Requirement =>
Up to and including the line that holds "position:relative; flex:1; overflow:hidden", copy every line of the records below exactly, starting at the first; leave pictures out.

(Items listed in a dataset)
%%

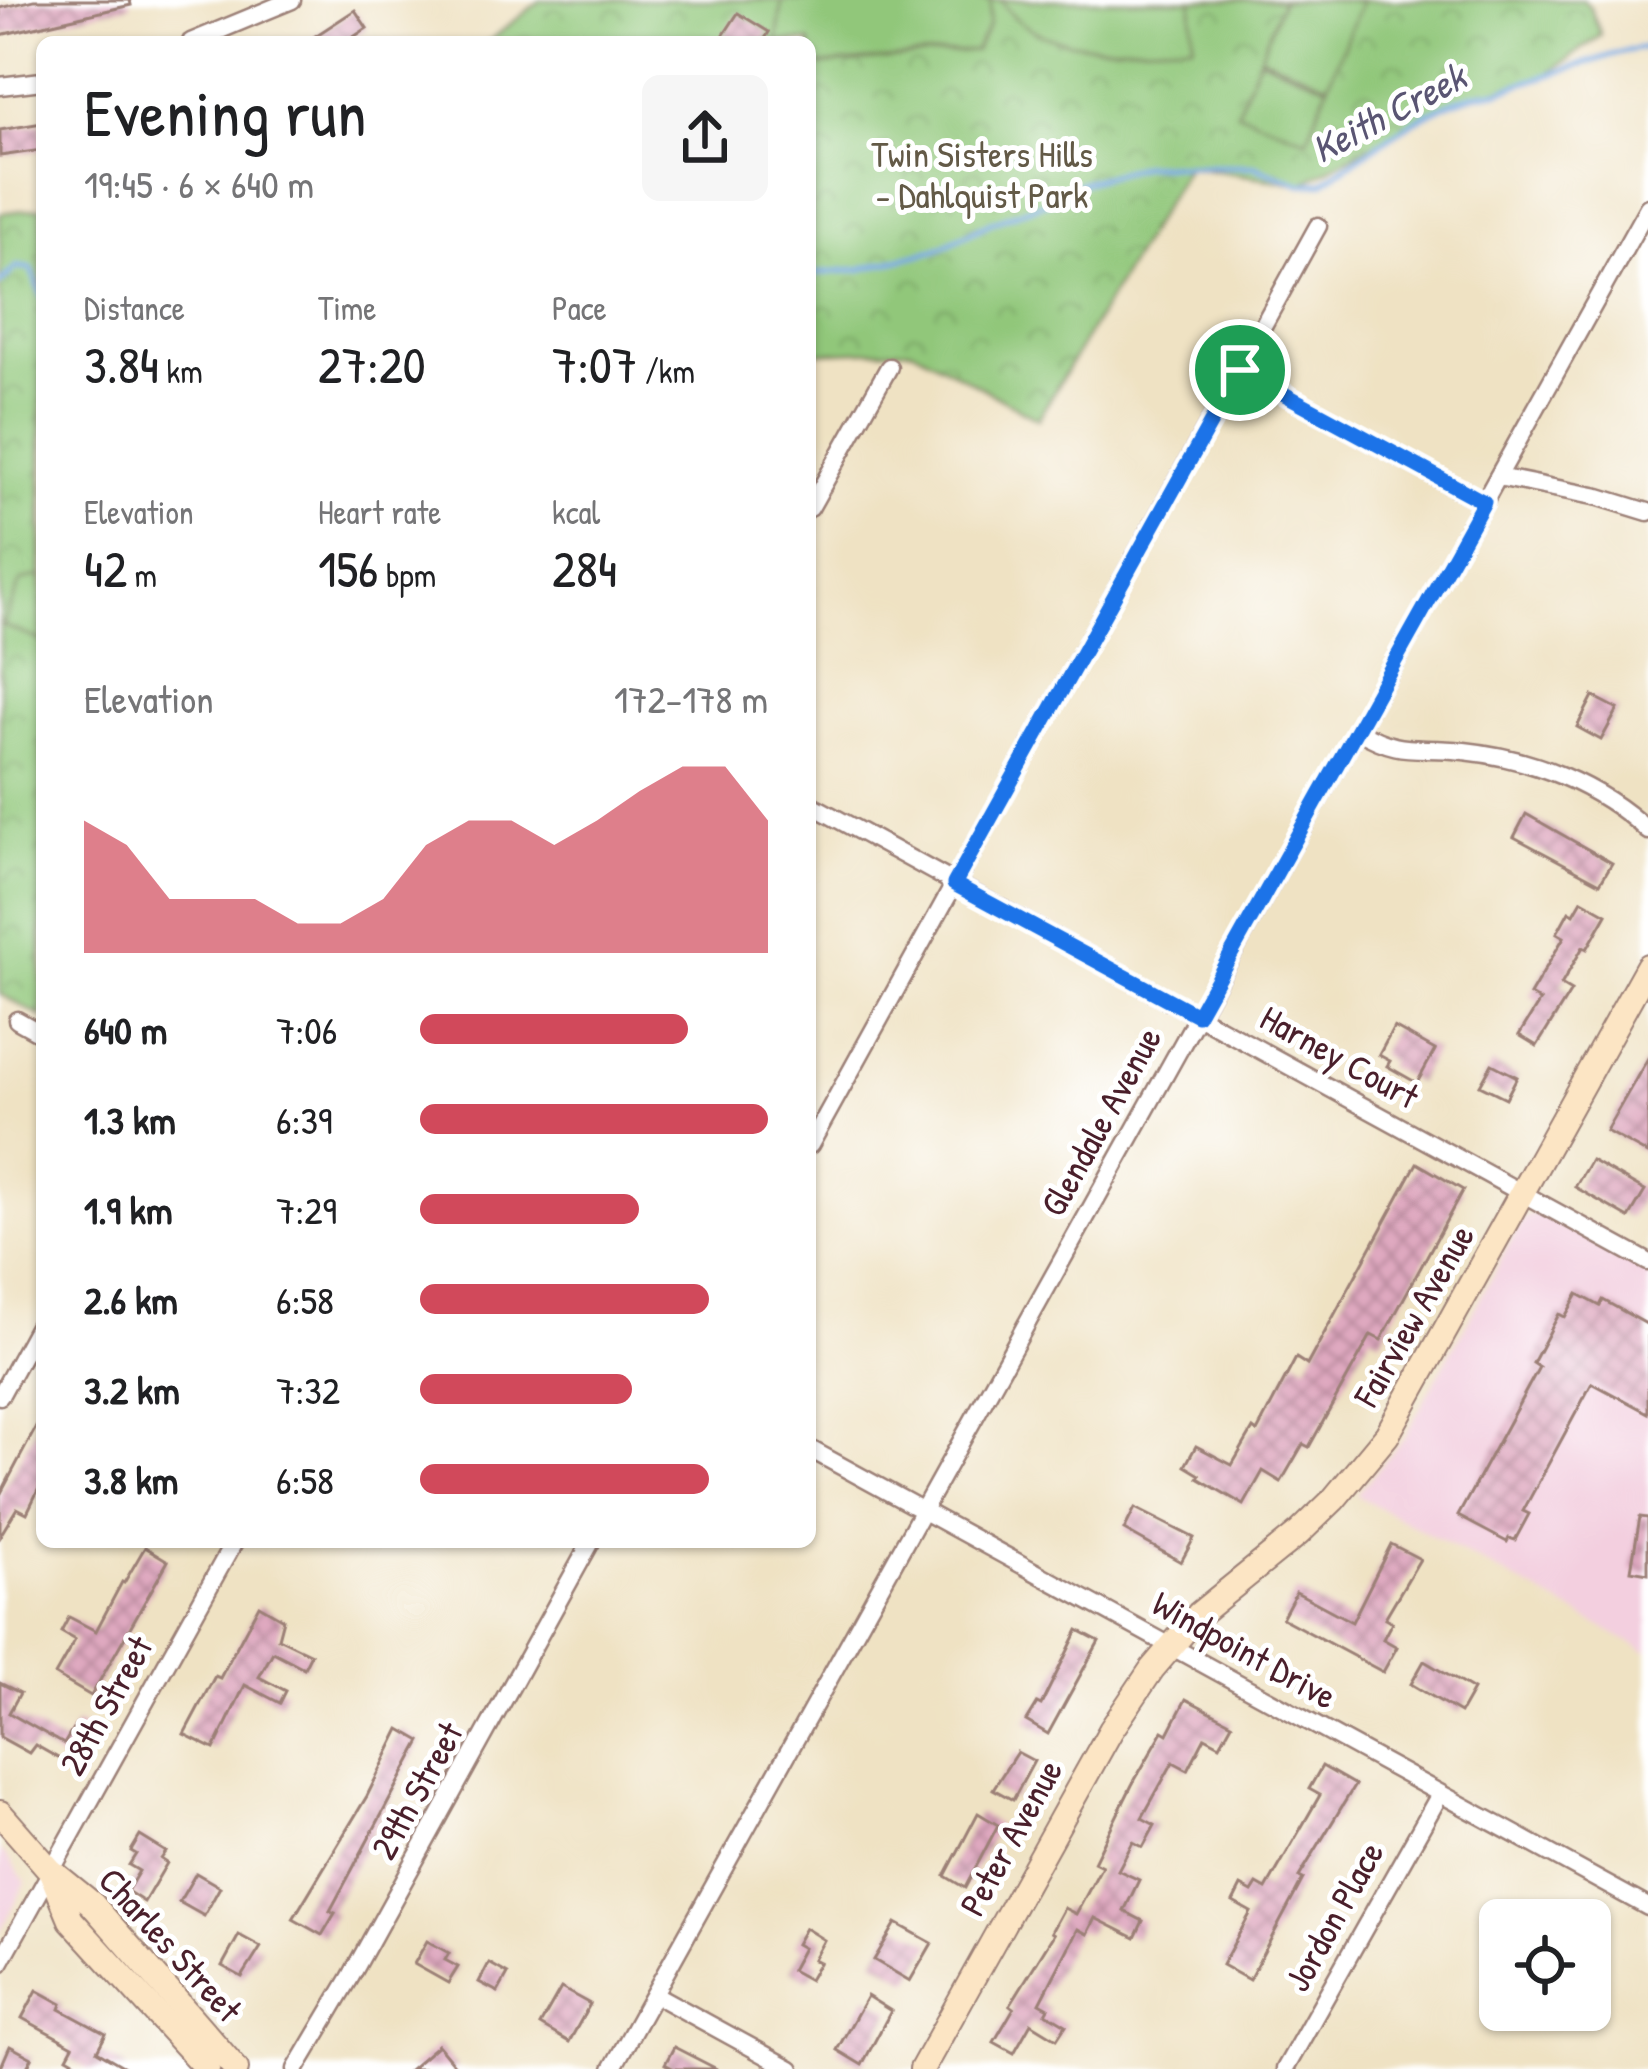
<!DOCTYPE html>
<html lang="en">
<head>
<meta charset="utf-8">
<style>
	body { margin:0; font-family:"Patrick Hand",sans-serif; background:#f6f6f6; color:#202124; height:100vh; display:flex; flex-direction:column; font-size:45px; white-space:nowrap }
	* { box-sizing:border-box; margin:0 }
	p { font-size:39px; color:#757577 }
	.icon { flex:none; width:66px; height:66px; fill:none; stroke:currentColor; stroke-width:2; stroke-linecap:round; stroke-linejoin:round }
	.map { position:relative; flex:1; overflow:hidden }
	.panel { position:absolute; left:36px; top:36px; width:780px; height:1512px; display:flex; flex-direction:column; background:#fff; border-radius:18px; box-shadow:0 3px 9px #0004 }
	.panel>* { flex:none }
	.tools { position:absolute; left:1479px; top:1899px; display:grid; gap:24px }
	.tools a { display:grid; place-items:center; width:132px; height:132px; border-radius:18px; background:#fff; box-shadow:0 3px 9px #0004; font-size:60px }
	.pin { position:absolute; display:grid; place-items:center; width:102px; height:102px; color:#fff; margin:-51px; border:6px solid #fff; border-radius:50%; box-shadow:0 3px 12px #0007 }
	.round { display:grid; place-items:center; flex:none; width:126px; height:126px; border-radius:18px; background:#f6f6f6 }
	.headline { display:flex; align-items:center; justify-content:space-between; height:204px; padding:0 48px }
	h1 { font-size:66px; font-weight:600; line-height:90px }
	.figures { display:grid; grid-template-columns:repeat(3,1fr); gap:18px; height:204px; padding:12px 48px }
	.figures div { display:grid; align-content:center }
	.figures b { font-size:51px; font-weight:600 }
	.figures small { font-size:33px; font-weight:400 }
	.figures p { font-size:33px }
	.chart { height:336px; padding:24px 48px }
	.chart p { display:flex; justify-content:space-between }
	.chart svg { width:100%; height:216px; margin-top:12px; fill:#d1495b; opacity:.7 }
	ul { padding:0 48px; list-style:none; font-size:39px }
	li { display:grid; grid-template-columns:192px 144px 1fr; align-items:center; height:90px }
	li i { height:30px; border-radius:15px; background:#d1495b }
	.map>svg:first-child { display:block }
	.built { fill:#f3cfdf }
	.park { fill:url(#park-crowns); stroke:#6e7352; stroke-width:3 }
	.pitch { fill:#91c77a; stroke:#6e7352; stroke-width:3 }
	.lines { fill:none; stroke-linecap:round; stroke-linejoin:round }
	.stream { stroke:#71a5de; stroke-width:6 }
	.building { fill:url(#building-cross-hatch) }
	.street-casing { stroke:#9c8077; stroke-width:21 }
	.secondary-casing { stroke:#9c8077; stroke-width:28 }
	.street { stroke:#fff; stroke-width:16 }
	.secondary { stroke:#fce5c4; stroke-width:24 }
	.route-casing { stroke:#fff; stroke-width:24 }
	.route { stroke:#1a73e8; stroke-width:15 }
	.labels { text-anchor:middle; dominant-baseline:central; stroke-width:10; stroke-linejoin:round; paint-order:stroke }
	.park-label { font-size:36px; fill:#635a47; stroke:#fff }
	.street-label { font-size:36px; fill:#4a1f2b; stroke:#fff }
	.water-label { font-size:39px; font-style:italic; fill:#5a5573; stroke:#fff }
</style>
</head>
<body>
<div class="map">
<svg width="1648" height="2069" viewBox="0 0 1648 2069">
	<defs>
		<pattern id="park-crowns" width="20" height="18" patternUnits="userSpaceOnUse" patternTransform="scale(3)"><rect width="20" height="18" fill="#91c77a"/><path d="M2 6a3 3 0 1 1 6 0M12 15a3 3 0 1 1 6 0" fill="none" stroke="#7faa6a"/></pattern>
		<pattern id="building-cross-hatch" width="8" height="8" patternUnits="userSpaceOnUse" patternTransform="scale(3)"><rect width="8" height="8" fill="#dfa9c0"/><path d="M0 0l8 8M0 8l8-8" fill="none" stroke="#b7899c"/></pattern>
	</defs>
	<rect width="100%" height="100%" fill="#fff"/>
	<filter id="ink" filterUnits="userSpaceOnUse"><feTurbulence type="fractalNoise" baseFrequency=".00833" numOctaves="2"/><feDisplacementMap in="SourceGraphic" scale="24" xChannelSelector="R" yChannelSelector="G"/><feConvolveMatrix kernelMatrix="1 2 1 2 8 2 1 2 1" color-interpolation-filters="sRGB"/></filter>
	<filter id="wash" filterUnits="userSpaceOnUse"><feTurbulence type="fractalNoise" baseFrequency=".004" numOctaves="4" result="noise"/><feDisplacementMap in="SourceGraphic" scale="48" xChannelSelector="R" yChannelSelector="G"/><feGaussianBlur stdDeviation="2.7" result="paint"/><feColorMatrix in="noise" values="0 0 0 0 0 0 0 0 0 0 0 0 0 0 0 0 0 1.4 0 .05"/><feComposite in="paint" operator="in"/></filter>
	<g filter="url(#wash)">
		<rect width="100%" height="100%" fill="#efe2c3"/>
		<g class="built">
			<polygon points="1538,1212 1648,1270 1648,1652 1356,1495 1404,1438 1523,1219"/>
			<polygon points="0,1849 26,1882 0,1933"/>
		</g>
		<g class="park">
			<polygon points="541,0 1583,0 1590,7 1601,35 1547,75 1445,105 1301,184 1187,166 1038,419 912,349 810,353 810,42 488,42"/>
			<polygon points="42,208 42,1017 0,994 0,213"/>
		</g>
		<g class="pitch">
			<polygon points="782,0 991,0 989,25 975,51 810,66 810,42 777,42"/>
			<path d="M1001,0H1192L1193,44C1132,44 1037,61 1001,0Z"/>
			<polygon points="1282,0 1362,1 1328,84 1260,56"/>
			<polygon points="1259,58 1328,86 1307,139 1237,112"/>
			<polygon points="42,576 42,641 3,626 19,585 23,580"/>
		</g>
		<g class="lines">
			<g class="stream">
				<path d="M810,274L861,269L936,250L992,222L1055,199L1081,183L1144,165L1254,166L1301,184L1322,183C1365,154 1447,90 1496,92L1625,51L1648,47"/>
				<polyline points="0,283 16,267 31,268 42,296"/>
			</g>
		</g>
		<g id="blocks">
			<g class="building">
				<polygon points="34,0 130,0 131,5 0,35 0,8"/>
				<polygon points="355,10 367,28 346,42 306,42"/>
				<polygon points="738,13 769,32 763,42 719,42"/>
				<polygon points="42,123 42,150 0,156 0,130"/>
				<polygon points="1593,696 1618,709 1601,740 1577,727"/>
				<polygon points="1526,814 1612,863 1600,883 1514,837"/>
				<polygon points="1582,900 1607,914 1587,949 1583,947 1561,985 1571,991 1537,1046 1519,1035 1540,1001 1530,995 1564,937 1557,933 1569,911 1574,914"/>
				<polygon points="1394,1027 1435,1050 1417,1083 1387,1066 1390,1061 1379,1055"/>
				<polygon points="1648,1058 1648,1154 1606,1131"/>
				<polygon points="1492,1064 1517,1077 1506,1098 1480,1085"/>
				<polygon points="1591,1160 1645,1191 1629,1218 1575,1187"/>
				<polygon points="1417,1163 1463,1190 1381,1340 1371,1335 1309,1447 1303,1444 1281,1482 1263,1471 1244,1505 1198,1478 1200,1475 1185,1466 1196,1446 1232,1465 1253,1429 1257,1432 1296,1358 1307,1365"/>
				<polygon points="1578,1294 1600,1306 1603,1300 1648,1325 1648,1413 1592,1383 1523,1511 1529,1514 1515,1540 1509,1538 1507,1542 1458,1516 1539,1367 1533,1363 1559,1314 1565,1317"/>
				<polygon points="42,1416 42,1482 27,1513 17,1508 0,1536 0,1495"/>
				<polygon points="1135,1508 1194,1538 1181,1562 1124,1530"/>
				<polygon points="1640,1517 1648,1518 1648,1573 1631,1570"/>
				<polygon points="1391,1544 1420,1559 1385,1618 1392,1622 1383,1639 1397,1647 1383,1672 1282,1618 1296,1592 1352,1622"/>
				<polygon points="145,1547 168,1561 91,1696 55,1675 75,1640 61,1632 69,1617 96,1631 122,1582 124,1583"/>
				<polygon points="259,1605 283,1619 278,1638 311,1654 304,1668 273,1652 259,1677 286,1691 280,1703 245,1685 214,1749 184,1734 215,1676 220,1678"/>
				<polygon points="1078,1630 1099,1641 1048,1734 1026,1721 1037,1703 1041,1705"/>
				<polygon points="1424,1661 1473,1690 1460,1713 1411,1684"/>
				<polygon points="0,1683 20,1693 9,1713 64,1744 76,1724 91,1732 86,1740 90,1742 74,1767 35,1745 29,1753 0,1737"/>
				<polygon points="1186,1699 1232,1723 1220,1745 1205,1737 1188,1770 1173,1762 1142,1818 1155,1825 1143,1847 1133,1842 1118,1870 1139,1880 1124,1911 1143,1921 1135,1938 1095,1918 1087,1934 1078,1929 1040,2003 1049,2008 1046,2013 1066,2025 1057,2039 1031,2023 1014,2053 994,2042 1014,2008 1010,2005 1054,1934 1051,1932 1064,1908 1076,1914 1102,1866 1094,1862 1132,1785 1163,1731 1168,1734"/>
				<polygon points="400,1729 421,1741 330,1911 335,1913 322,1935 293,1919 367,1796"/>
				<polygon points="1017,1752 1034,1761 1013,1800 993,1789"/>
				<polygon points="1322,1766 1355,1785 1299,1877 1303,1879 1249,1980 1222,1965 1251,1912 1233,1902 1241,1886 1252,1892 1257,1884 1266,1889 1320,1795 1309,1789"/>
				<polygon points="978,1813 998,1825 965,1888 945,1876"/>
				<polygon points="140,1836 166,1852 161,1859 167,1863 144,1902 127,1891 139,1871 129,1865 136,1854 131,1851"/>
				<polygon points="196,1873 220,1887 204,1916 179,1902"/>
				<polygon points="896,1923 932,1943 910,1981 874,1960"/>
				<polygon points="805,1928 824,1940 813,1960 819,1963 809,1980 791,1970 803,1948 796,1944"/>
				<polygon points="239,1935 261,1947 242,1977 222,1966"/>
				<polygon points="427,1941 449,1953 445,1960 458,1967 448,1983 414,1964"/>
				<polygon points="489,1963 508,1974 498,1992 479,1982"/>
				<polygon points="561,1988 590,2004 569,2042 540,2025"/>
				<polygon points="37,1990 62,2004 60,2009 106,2034 97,2051 128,2069 88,2069 67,2057 73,2046 22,2018"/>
				<polygon points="867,1996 891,2011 862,2065 837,2050"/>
				<polygon points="438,2045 458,2069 410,2069"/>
				<polygon points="10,2046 32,2058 26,2069 0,2069"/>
				<polygon points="674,2047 717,2069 674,2069 665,2064"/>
			</g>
		</g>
	</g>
	<g filter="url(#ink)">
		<use href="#blocks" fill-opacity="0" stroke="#9c8077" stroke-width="3"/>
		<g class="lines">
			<g class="street-casing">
				<g id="street">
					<polyline points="191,42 292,0"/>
					<polyline points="0,86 42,81"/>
					<polyline points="1240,370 1483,502"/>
					<polyline points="1498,477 1599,497 1648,512"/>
					<polyline points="810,508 889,367"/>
					<path d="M1357,730C1403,757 1415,745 1464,751C1531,758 1598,784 1648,831"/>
					<polyline points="810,804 1648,1262"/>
					<polyline points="17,1020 42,1034"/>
					<polyline points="810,1145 1318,226"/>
					<polyline points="0,1396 42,1319"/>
					<polyline points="810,1449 1648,1907"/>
					<polyline points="0,1963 234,1542"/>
					<polyline points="654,1994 791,2069"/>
					<polyline points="296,2069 350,1978 591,1542"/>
					<polyline points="612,2069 1648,207"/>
					<polyline points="1285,2069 1439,1796"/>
				</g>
			</g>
			<g class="secondary-casing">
				<g id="secondary">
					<polyline points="0,1813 50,1870 92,1904 236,2069"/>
					<polyline points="51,1872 71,1920 207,2069"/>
					<polyline points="922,2069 1111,1730 1152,1669 1199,1614 1299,1533 1333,1500 1387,1435 1648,966"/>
				</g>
			</g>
			<use href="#street" class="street"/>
			<use href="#secondary" class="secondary"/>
		</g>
	</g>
	<g class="lines" filter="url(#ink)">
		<g class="route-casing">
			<polygon id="route" points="1240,370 1484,502 1197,1015 954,884"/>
		</g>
		<use href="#route" class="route"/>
	</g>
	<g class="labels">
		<g class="park-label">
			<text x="982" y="153">Twin Sisters Hills<tspan x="982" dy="41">- Dahlquist Park</tspan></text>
		</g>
		<g class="street-label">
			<text transform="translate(1340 1056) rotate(29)">Harney Court</text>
			<text transform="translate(1100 1121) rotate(-61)">Glendale Avenue</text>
			<text transform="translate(1413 1315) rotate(-60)">Fairview Avenue</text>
			<text transform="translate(1245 1649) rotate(29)">Windpoint Drive</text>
			<text transform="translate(105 1705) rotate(-61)">28th Street</text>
			<text transform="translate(416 1790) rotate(-61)">29th Street</text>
			<text transform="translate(1010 1837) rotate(-61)">Peter Avenue</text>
			<text transform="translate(1333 1916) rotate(-61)">Jordon Place</text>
			<text transform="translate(171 1944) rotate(48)">Charles Street</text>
		</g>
		<g class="water-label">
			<text transform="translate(1388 112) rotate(-28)">Keith Creek</text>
		</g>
	</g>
</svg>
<div class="tools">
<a><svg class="icon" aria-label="locate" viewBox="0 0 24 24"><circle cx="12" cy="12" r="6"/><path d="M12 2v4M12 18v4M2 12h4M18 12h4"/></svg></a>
</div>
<div class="pin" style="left:1240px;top:370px;background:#1e9e55"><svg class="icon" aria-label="arrive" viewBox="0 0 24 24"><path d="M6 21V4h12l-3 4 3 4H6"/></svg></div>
<section class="panel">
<div class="headline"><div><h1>Evening run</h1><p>19:45 · 6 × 640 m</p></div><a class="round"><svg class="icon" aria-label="share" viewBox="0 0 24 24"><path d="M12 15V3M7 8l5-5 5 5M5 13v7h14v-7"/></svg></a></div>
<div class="figures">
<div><p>Distance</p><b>3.84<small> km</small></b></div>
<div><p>Time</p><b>27:20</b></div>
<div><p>Pace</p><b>7:07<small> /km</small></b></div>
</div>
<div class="figures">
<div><p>Elevation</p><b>42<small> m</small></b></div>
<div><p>Heart rate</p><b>156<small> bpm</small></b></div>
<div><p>kcal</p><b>284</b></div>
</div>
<div class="chart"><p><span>Elevation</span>172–178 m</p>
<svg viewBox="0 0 160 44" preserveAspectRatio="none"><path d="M0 44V17L10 22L20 33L30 33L40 33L50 38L60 38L70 33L80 22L90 17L100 17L110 22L120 17L130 11L140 6L150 6L160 17V44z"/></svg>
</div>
<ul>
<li><b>640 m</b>7:06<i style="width:77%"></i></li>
<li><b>1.3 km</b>6:39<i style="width:100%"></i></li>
<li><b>1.9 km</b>7:29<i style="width:63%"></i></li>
<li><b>2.6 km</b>6:58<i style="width:83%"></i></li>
<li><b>3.2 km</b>7:32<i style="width:61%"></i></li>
<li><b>3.8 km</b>6:58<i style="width:83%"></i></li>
</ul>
</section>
</div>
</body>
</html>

%%

Reply to the exercise =>
<!DOCTYPE html>
<html lang="en">
<head>
<meta charset="utf-8">
<style>
	body { margin:0; font-family:"Patrick Hand",sans-serif; background:#f6f6f6; color:#202124; height:100vh; display:flex; flex-direction:column; font-size:45px; white-space:nowrap }
	* { box-sizing:border-box; margin:0 }
	p { font-size:39px; color:#757577 }
	.icon { flex:none; width:66px; height:66px; fill:none; stroke:currentColor; stroke-width:2; stroke-linecap:round; stroke-linejoin:round }
	.map { position:relative; flex:1; overflow:hidden }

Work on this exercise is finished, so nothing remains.